## What to do
The expected output is each line below containing "buttons", copied in full.
START Material supplied
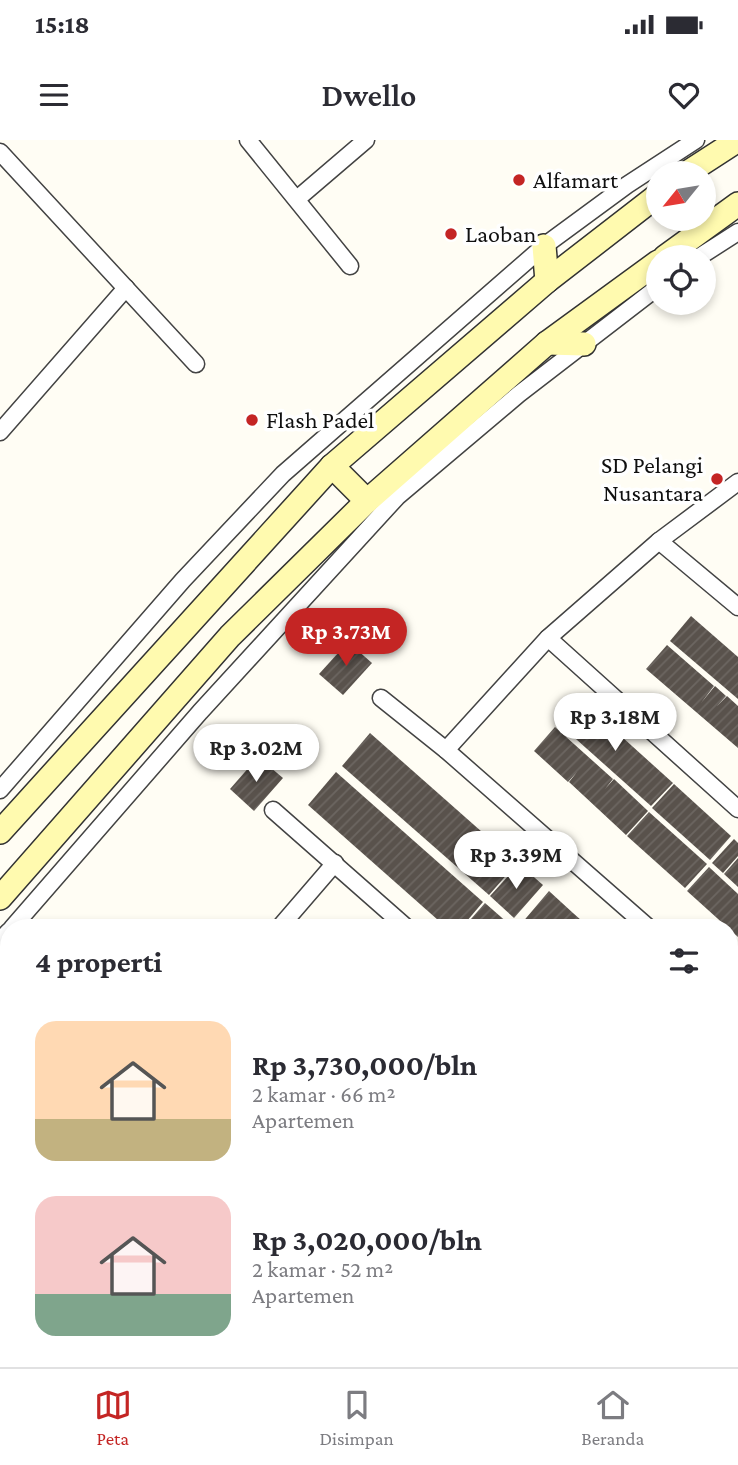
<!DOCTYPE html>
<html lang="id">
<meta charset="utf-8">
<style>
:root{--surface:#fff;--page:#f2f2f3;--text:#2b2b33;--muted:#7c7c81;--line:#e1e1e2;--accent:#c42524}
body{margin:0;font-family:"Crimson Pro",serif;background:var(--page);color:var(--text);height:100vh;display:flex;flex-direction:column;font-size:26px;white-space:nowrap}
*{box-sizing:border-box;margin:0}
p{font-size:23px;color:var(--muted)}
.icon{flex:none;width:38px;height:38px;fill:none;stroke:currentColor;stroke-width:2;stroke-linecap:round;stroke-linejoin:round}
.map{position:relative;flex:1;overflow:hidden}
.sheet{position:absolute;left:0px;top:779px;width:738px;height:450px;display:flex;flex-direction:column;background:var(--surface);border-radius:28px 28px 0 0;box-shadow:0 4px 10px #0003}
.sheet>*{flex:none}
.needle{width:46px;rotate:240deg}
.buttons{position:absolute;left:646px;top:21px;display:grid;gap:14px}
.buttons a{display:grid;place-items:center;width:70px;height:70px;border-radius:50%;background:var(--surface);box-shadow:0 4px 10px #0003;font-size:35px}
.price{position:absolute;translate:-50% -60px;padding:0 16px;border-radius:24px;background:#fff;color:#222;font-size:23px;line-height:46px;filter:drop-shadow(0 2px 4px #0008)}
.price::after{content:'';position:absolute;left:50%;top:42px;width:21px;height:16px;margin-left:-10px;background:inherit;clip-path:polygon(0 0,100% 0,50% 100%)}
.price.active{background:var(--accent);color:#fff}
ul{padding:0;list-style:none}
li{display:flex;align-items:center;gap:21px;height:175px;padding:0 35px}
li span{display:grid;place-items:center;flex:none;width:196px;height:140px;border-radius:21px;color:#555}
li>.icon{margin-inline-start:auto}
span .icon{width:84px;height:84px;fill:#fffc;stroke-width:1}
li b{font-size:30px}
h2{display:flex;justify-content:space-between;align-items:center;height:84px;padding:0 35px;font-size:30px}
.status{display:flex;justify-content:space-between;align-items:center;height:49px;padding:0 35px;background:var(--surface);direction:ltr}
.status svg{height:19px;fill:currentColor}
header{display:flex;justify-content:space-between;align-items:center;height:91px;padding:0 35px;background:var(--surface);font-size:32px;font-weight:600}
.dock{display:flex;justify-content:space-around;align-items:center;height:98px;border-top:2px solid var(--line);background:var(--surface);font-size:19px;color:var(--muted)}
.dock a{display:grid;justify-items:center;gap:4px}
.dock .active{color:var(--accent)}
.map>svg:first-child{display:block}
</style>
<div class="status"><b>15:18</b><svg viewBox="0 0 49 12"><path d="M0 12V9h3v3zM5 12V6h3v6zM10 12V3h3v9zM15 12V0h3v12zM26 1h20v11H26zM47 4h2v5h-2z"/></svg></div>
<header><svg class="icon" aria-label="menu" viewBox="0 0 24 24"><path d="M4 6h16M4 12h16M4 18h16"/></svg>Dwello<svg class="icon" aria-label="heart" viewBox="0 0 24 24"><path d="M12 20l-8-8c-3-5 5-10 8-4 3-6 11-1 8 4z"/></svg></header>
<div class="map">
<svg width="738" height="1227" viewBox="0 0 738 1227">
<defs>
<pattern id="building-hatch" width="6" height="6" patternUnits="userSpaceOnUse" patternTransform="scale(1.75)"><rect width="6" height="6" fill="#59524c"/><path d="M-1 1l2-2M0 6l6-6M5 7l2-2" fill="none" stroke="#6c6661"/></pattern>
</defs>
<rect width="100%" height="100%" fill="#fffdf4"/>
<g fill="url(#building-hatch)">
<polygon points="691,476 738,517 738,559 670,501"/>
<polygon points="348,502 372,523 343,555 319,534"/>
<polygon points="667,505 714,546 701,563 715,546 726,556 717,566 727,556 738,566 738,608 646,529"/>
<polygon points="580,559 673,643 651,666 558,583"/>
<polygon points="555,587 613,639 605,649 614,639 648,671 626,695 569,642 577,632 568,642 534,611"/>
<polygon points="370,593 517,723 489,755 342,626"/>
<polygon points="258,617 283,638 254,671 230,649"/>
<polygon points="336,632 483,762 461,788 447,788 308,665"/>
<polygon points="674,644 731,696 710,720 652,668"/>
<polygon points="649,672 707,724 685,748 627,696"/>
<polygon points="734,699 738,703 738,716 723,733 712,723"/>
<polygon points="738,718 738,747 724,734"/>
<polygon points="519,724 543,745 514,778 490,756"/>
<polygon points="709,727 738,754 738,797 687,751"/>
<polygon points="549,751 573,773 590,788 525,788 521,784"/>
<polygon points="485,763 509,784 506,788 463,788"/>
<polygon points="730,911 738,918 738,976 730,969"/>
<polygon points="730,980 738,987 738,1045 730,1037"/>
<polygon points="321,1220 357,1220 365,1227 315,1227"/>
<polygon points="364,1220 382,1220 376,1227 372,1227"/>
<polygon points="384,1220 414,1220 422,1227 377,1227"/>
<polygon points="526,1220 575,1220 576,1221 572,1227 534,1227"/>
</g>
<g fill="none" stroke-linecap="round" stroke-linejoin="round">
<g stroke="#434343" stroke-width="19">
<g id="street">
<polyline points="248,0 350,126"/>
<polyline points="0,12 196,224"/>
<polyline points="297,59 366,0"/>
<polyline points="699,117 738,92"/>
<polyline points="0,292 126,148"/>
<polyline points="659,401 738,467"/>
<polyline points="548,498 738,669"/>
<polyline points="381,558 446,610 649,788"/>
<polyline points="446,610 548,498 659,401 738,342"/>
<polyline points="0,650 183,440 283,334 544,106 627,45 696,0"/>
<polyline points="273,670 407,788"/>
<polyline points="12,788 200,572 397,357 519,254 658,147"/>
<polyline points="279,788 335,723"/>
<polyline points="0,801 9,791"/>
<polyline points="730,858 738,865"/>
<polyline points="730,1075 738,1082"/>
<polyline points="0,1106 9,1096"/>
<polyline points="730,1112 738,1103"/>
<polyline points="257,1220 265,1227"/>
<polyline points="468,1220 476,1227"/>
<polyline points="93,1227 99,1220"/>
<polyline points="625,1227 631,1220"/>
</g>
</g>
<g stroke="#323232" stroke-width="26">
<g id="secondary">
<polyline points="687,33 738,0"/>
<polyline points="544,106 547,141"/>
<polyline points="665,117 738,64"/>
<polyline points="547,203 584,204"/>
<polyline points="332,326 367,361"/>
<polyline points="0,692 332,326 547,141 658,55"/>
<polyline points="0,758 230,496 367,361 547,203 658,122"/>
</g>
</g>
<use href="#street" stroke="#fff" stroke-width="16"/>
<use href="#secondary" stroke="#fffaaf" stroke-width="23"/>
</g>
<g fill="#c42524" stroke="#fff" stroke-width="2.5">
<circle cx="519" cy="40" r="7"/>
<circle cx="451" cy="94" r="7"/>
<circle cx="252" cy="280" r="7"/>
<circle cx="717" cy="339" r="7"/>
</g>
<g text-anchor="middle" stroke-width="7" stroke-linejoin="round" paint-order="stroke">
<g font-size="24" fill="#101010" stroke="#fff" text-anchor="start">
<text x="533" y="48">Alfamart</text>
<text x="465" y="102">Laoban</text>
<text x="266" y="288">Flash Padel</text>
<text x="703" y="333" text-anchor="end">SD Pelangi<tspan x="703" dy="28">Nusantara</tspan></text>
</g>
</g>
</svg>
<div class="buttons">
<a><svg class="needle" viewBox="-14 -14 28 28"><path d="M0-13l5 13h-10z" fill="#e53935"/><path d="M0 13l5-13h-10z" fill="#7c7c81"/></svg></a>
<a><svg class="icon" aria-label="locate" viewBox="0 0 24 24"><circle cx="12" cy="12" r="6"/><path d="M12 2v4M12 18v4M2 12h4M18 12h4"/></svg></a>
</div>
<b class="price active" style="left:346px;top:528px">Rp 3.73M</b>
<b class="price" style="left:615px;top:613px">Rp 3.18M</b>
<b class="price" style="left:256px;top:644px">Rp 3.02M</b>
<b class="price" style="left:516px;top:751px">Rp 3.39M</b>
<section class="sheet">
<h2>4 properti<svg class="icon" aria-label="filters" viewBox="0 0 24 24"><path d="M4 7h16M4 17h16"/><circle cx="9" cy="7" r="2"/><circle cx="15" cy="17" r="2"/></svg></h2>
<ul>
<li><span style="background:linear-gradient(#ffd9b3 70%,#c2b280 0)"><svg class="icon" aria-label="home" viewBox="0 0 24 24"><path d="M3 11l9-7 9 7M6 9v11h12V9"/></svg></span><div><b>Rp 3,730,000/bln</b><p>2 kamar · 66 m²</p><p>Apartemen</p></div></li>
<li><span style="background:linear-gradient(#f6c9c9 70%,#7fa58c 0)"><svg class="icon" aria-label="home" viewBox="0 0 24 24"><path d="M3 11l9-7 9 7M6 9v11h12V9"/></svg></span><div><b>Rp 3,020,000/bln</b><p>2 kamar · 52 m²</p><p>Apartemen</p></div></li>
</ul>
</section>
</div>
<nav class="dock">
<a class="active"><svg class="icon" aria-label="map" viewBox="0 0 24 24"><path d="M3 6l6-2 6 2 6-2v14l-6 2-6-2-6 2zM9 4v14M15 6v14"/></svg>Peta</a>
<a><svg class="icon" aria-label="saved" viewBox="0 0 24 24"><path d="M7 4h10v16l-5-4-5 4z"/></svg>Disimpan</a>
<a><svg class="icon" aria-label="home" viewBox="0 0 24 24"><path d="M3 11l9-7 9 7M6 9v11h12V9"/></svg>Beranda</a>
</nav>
END Material supplied
## Task solution
.buttons{position:absolute;left:646px;top:21px;display:grid;gap:14px}
.buttons a{display:grid;place-items:center;width:70px;height:70px;border-radius:50%;background:var(--surface);box-shadow:0 4px 10px #0003;font-size:35px}
<div class="buttons">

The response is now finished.